Other articles by Robert T. Wheeler on PubMed
Nature. Feb, 2008 | Pubmed ID: 18278031
MicroRNAs are abundant in animal genomes and have been predicted to have important roles in a broad range of gene expression programmes. Despite this prominence, there is a dearth of functional knowledge regarding individual mammalian microRNAs. Using a loss-of-function allele in mice, we report here that the myeloid-specific microRNA-223 (miR-223) negatively regulates progenitor proliferation and granulocyte differentiation and activation. miR-223 (also called Mirn223) mutant mice have an expanded granulocytic compartment resulting from a cell-autonomous increase in the number of granulocyte progenitors.
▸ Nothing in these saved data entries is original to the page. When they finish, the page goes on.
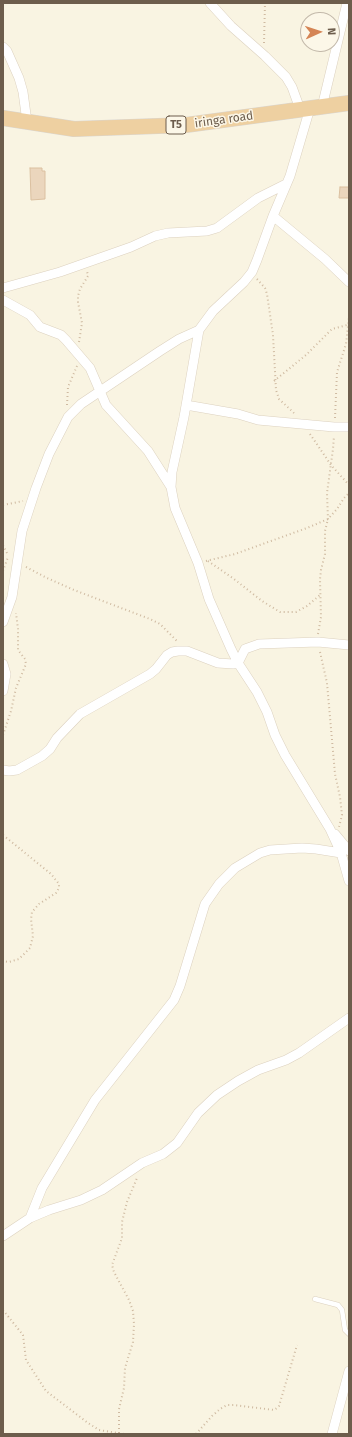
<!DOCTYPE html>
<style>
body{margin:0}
#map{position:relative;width:352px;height:1437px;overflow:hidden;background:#f9f4e2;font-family:"Fira Sans",sans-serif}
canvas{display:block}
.frame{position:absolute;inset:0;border:4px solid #6d5d4c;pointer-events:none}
.north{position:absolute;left:300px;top:12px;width:40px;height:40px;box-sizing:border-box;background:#fcf7e8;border:1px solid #c3b9aa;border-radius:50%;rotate:87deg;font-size:11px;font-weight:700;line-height:16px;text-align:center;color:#6d5d4c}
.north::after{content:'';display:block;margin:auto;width:14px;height:18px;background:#d58555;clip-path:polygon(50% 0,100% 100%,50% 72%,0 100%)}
</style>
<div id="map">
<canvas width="352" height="1437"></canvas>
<div class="frame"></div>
<div class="north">N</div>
</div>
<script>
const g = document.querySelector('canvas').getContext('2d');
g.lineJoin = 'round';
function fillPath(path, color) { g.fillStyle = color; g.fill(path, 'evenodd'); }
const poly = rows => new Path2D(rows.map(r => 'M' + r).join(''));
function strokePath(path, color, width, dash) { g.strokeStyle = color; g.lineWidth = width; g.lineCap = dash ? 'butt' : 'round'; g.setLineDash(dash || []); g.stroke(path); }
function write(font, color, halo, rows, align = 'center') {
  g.font = font + ' "Fira Sans",sans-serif'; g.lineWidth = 3; g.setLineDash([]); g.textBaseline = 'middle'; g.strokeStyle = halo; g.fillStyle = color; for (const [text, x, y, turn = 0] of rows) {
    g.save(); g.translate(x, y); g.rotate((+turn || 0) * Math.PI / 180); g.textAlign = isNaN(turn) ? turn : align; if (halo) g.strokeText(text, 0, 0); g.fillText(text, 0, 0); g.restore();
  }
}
const building = poly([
 [30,168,42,168,42,171,45,171,45,199,31,200,30,168],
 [340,187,349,187,349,198,339,198,340,187]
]);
const path = poly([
 [264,43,265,3],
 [257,279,265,288,267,294,273,335,276,390,279,399,294,413],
 [79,342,82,323,78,302,78,296,80,289,88,276,87,271],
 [274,381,306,355,332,329,347,325],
 [67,405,68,387,77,366],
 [335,418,337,372,346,344,349,317],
 [310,434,331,465,349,485],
 [3,505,23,501],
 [3,545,8,555],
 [206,561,235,554,307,528,328,519,337,509,344,498,349,493],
 [208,561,234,579,262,601,280,612,296,612,307,606,320,595],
 [26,567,47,578,74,590,150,619,160,624,178,642],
 [3,571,8,557],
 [318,634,321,617,320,579,321,570,325,554,325,531,328,519,327,493,333,449,334,436],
 [320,652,327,683,335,774,340,797,342,815,339,827],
 [3,735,11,711,16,688,26,664,25,659,18,650,18,629,16,613],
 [3,835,51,874,59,884,59,888,56,893,39,904,32,912,31,919,33,936,30,948,19,959,9,962,3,961],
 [3,1310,23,1335,26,1360,46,1391,88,1423,99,1430,124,1434],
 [3,1312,3,1322],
 [119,1433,119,1409,124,1388,125,1368,133,1342,134,1324,133,1311,129,1300,114,1272,112,1265,122,1238,122,1222,127,1202,137,1178],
 [196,1434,212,1416,220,1409,227,1405,234,1405,274,1410,277,1408,279,1406,297,1345]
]);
const service = poly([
 [315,1299,338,1305,342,1310,345,1330,349,1334]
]);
const minor = poly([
 [210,3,231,26,265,56,286,77,292,87,300,109],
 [3,47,7,51,19,78,23,92,27,122],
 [322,107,347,3],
 [310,108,290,176,273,216,257,260,252,272,244,282,213,311,199,330,184,417,172,472,171,487,175,508,198,563,209,599,231,649,238,663,257,692,267,712,275,735,285,755,330,829,341,853,349,881],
 [273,216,325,259,349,282],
 [3,288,60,272,131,247,155,236,168,233,207,231,217,228,258,198,286,184],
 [3,300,30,315,40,327,61,335,66,340,90,368,106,405,148,451,171,487],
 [186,405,238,414,258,420,334,427,349,427],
 [3,622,12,597,22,531,36,488,49,454,68,417,81,404,160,351,179,339,199,330],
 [3,664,6,674,3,691],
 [3,770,9,771,17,770,42,756,50,749,57,738,80,714,150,674,156,669,167,655,172,652,178,651,187,651,218,663,233,664,238,663,245,649,259,644,318,642,349,645],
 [335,834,349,851],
 [30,1218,42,1188,95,1100,174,1000,180,986,205,904,219,884,235,868,260,853,270,850,302,848,316,849,341,853],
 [3,1236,30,1218,49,1210,81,1200,102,1190,142,1163,163,1154,177,1143,198,1113,217,1095,238,1081,258,1070,286,1060,299,1053,349,1018],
 [332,1434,349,1371]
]);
const trunk = poly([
 [3,118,74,129,186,125,349,103]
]);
const shields = [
 [176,125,20]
];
const shieldNames = [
 ["T5",176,125]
];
const streetNames = [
 ["iringa road",224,120,-8]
];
fillPath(building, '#ebd6bd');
strokePath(building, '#dbc0a0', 1);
strokePath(service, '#dcd1bf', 5.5);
strokePath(minor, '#dcd1bf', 10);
strokePath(trunk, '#d9d5d0', 16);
strokePath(path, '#cfbaa1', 2, [1, 3]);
strokePath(service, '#fff', 4.5);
strokePath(minor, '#fff', 9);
strokePath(trunk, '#eed0a1', 15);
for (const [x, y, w] of shields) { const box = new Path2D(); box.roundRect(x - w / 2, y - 9, w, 18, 3); g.fillStyle = '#fcf7e8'; g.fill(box); strokePath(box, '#6d5d4c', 1); }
write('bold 11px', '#6d5d4c', null, shieldNames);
write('12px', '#6d5d4c', '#fcf7e8', streetNames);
</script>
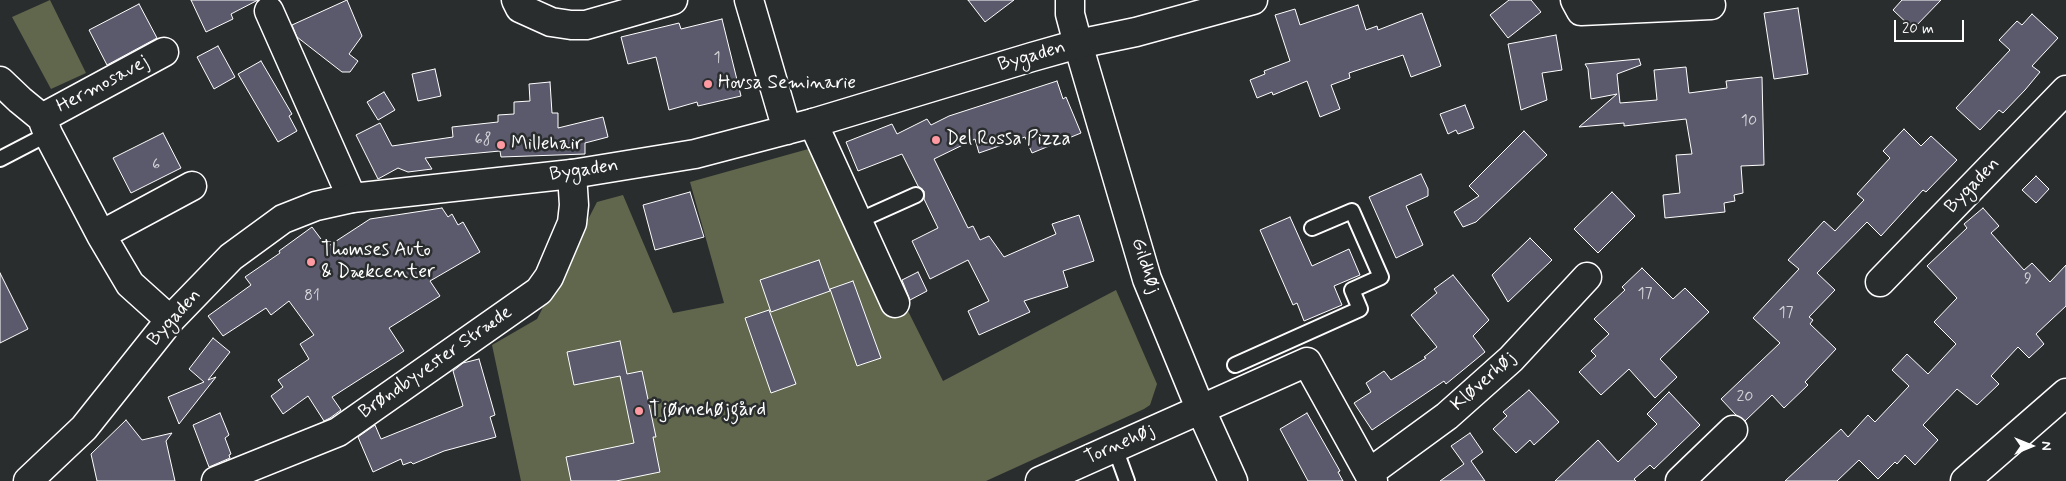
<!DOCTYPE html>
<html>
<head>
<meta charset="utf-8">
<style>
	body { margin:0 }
	#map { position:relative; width:2066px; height:481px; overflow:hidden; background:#2a2d2e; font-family:Mynerve,sans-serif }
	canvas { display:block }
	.north { position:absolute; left:2006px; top:421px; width:50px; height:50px; -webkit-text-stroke:4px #2a2d2e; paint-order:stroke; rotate:90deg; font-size:14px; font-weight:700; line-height:20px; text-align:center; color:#fff }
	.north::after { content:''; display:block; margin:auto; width:18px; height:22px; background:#fff; clip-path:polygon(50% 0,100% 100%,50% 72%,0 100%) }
	.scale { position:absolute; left:1894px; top:20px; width:70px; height:22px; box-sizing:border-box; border:2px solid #fff; border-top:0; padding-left:6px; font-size:15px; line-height:18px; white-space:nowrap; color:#fff; -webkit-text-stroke:4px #2a2d2e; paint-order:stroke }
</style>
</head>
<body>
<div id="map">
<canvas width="2066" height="481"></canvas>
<div class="north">N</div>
<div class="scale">20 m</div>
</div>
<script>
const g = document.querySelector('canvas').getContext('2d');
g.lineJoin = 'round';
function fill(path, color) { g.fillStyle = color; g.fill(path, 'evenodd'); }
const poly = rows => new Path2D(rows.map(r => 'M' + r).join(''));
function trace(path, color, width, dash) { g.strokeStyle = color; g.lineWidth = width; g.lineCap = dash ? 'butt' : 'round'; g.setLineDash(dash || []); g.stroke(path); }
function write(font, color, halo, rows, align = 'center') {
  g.font = font + ' Mynerve,sans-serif'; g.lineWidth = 5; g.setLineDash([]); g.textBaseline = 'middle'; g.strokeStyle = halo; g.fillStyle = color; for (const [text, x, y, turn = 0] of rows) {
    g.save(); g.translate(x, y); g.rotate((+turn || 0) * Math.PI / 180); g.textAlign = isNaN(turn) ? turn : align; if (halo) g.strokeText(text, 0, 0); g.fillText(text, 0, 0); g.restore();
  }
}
const green = poly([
	[50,0,86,73,51,89,12,17],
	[819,146,871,237,943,381,1116,290,1157,384,1150,405,1144,409,986,481,521,481,492,345,537,319,597,202,623,195,673,313,724,303,690,182]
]);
const building = poly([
	[191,0,258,0,231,14,233,19,206,32,191,0],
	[347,0,362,36,349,54,358,61,350,72,342,72,297,37,292,25,347,0],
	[968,0,1014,0,985,22,968,0],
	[1509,0,1531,0,1541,12,1508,38,1490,15,1509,0],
	[1902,0,1941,0,1913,29,1893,10,1902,0],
	[139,4,157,38,107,65,89,30,139,4],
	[1358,5,1366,30,1377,26,1378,30,1422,13,1441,66,1411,77,1403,55,1349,73,1350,78,1331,85,1340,109,1320,117,1307,81,1273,95,1272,92,1257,98,1250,80,1265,74,1264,71,1290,61,1275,15,1295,9,1300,25,1358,5],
	[1798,8,1808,74,1774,79,1764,13,1798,8],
	[2032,14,2058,38,2032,66,2040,72,2025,90,2003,113,1999,110,1980,130,1956,108,2010,50,1999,40,2017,21,2022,25,2032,14],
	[722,19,741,96,698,106,697,102,669,110,656,57,628,64,621,37,679,23,681,29,722,19],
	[1556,35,1562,70,1542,73,1547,100,1521,110,1508,44,1556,35],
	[218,46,235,77,214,89,197,57,218,46],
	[1639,59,1641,65,1617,74,1620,103,1657,100,1654,70,1686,67,1689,93,1727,88,1726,81,1762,77,1764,165,1741,166,1743,193,1734,195,1735,201,1724,203,1725,212,1665,218,1663,195,1680,193,1676,155,1692,154,1686,119,1624,126,1624,123,1579,127,1617,94,1591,99,1588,69,1585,64,1639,59],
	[261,61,292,114,289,116,297,131,278,142,238,74,261,61],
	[435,69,441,96,418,101,412,74,435,69],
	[1057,81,1063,99,1066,97,1081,133,1032,153,1025,137,979,153,975,139,934,159,968,228,973,226,980,240,989,236,1004,257,1056,234,1052,224,1079,215,1094,261,1063,271,1068,287,1024,301,1030,312,979,335,968,311,989,301,968,260,930,279,912,241,938,228,924,199,924,191,918,186,902,154,858,171,846,142,892,124,897,134,927,119,931,125,949,116,1057,81],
	[550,82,552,113,558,113,558,128,603,117,608,137,585,143,585,154,501,157,500,151,425,158,432,169,408,172,398,168,378,179,356,135,380,123,392,146,453,137,452,127,498,122,498,115,514,114,514,102,530,101,529,84,550,82],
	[384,92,395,110,378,120,367,102,384,92],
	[1465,105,1474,128,1458,134,1456,130,1448,134,1440,114,1465,105],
	[1904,129,1921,146,1931,136,1957,160,1926,192,1923,190,1881,236,1867,222,1817,273,1835,290,1809,317,1813,320,1810,324,1836,349,1805,382,1808,385,1784,408,1772,395,1745,421,1736,415,1721,399,1780,343,1753,318,1799,269,1788,260,1824,221,1835,231,1864,200,1857,194,1890,158,1883,151,1904,129],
	[1524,131,1547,155,1476,222,1463,227,1454,212,1479,196,1469,186,1524,131],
	[163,133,181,168,131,193,113,158,163,133],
	[1421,174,1428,189,1428,196,1406,206,1423,245,1396,258,1369,197,1421,174],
	[2036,176,2049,189,2036,203,2022,190,2036,176],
	[690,192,704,237,655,250,643,205,690,192],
	[1612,192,1635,216,1598,253,1574,229,1612,192],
	[442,208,448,217,452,214,458,225,463,222,480,252,430,281,440,296,389,328,404,351,332,397,341,410,330,418,324,421,308,396,283,414,271,396,283,387,278,380,309,359,300,344,314,335,289,301,271,315,266,308,223,336,208,316,251,285,245,277,280,253,279,251,312,227,327,247,370,219,442,208],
	[1983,208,1999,226,1991,233,2024,270,2032,263,2050,282,2066,265,2066,306,2036,334,2044,344,2029,358,2018,347,1991,376,1999,384,1977,405,1957,389,1923,425,1938,440,1915,465,1905,455,1897,464,1895,462,1878,479,1859,460,1837,481,1785,481,1841,429,1848,437,1868,415,1875,422,1909,386,1892,370,1907,354,1928,374,1956,344,1934,322,1957,298,1927,266,1967,228,1964,224,1983,208],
	[1290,217,1312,266,1349,249,1360,275,1334,286,1342,305,1304,321,1297,303,1293,305,1260,230,1290,217],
	[1530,238,1552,260,1508,302,1492,275,1530,238],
	[819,260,830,291,771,312,760,280,819,260],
	[1642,268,1673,299,1685,288,1709,312,1660,359,1677,377,1655,398,1629,369,1601,395,1579,372,1596,356,1591,351,1609,334,1594,319,1625,290,1622,287,1642,268],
	[918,272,927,291,910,300,902,280,918,272],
	[0,273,28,329,0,343,0,273],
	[1453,275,1489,320,1473,336,1485,352,1446,384,1444,381,1372,430,1354,403,1371,392,1366,383,1384,371,1391,380,1426,358,1424,357,1437,347,1411,315,1437,293,1434,289,1453,275],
	[853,281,881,358,857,366,830,289,853,281],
	[769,310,796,384,771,393,745,318,769,310],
	[213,338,230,352,208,380,216,377,179,424,168,397,204,382,189,369,213,338],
	[620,341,627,374,642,371,656,437,653,437,660,472,616,481,571,481,566,457,634,443,620,376,574,385,567,352,620,341],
	[479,359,495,415,490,417,496,437,444,451,413,464,411,462,403,465,401,459,373,472,358,437,375,425,381,439,463,406,453,371,463,363,479,359],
	[1529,390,1559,422,1534,445,1530,440,1516,453,1493,429,1507,416,1503,412,1529,390],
	[1669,392,1700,425,1654,469,1650,465,1634,479,1636,481,1555,481,1598,440,1618,462,1657,424,1647,414,1669,392],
	[220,413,229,435,225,438,231,454,229,455,230,458,209,467,193,425,220,413],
	[1307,413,1340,471,1338,472,1343,481,1308,481,1280,429,1307,413],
	[126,420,142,440,172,433,166,441,175,481,97,481,91,454,126,420],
	[1470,433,1483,452,1471,461,1485,481,1440,481,1464,464,1451,446,1470,433]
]);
const service = poly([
	[0,159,48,134],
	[858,221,916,195],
	[1235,365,1360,309,1352,290,1381,277,1352,211,1312,228],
	[1115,448,1127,481]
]);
const minor = poly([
	[516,0,520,8,551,22,571,25,586,25,673,0],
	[1070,0,1070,14,1078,44,1147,279,1200,408,1233,481],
	[1575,0,1581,11,1711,5],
	[269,11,352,198],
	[0,81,20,100,42,118,48,134,101,235,130,284,170,320],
	[42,118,164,52],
	[813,123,895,303],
	[101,235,192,186],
	[1880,282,2066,90],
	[1369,473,1447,416,1511,359,1587,277],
	[216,481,338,432,539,291,549,277,572,223,574,205,572,174],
	[1040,481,1307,362,1373,481],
	[1680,481,1733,430],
	[1965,481,2066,393]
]);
const tertiary = poly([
	[749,0,787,130],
	[28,481,84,428,170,320,231,257,283,219,316,206,352,198,572,174,695,154,813,123,1032,57,1078,44,1136,32,1253,0]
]);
const markers = [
	[708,84,5,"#ff9aa2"],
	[936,140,5,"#ff9aa2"],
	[501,145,5,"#ff9aa2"],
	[311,262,5,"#ff9aa2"],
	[639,411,5,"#ff9aa2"]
];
const numberNames = [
	["1",717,59],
	["10",1749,122],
	["68",483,141],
	["6",156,166],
	["9",2028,280],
	["17",1645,295],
	["81",312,297],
	["17",1786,314],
	["20",1745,398]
];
const streetNames = [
	["Bygaden",1032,57,-16],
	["Hermosavej",103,85,-28],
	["Bygaden",584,171,-8],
	["Bygaden",1973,186,-46],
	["Gildhøj",1145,266,72],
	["Bygaden",175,318,-48],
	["Brøndbyvester Stræde",436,363,-35],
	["Kløverhøj",1484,382,-42],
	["Tornehøj",1120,445,-24]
];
const poiNames = [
	["Hovsa Seminarie",718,84],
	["Del Rossa Pizza",946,140],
	["Millehair",511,145],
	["Thomses Auto",321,251],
	["& Dækcenter",321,273],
	["Tjørnehøjgård",649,411]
];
fill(green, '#60674d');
fill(building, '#5b5a6c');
trace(building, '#fff', 1);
trace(service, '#fff', 18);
trace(minor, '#fff', 31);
trace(tertiary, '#fff', 31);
trace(service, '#2a2d2e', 14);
trace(minor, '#2a2d2e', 28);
trace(tertiary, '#2a2d2e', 28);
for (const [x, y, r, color] of markers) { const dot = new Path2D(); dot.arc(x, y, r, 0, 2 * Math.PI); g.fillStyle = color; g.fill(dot); trace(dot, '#2a2d2e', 2); }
write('16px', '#d6d6da', null, numberNames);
write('19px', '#fff', '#2a2d2e', streetNames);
write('19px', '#fff', '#2a2d2e', poiNames, 'left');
</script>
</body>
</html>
We show that Mef2c, a transcription factor that promotes myeloid progenitor proliferation, is a target of miR-223, and that genetic ablation of Mef2c suppresses progenitor expansion and corrects the neutrophilic phenotype in miR-223 null mice. In addition, granulocytes lacking miR-223 are hypermature, hypersensitive to activating stimuli and display increased fungicidal activity. As a consequence of this neutrophil hyperactivity, miR-223 mutant mice spontaneously develop inflammatory lung pathology and exhibit exaggerated tissue destruction after endotoxin challenge. Our data support a model in which miR-223 acts as a fine-tuner of granulocyte production and the inflammatory response.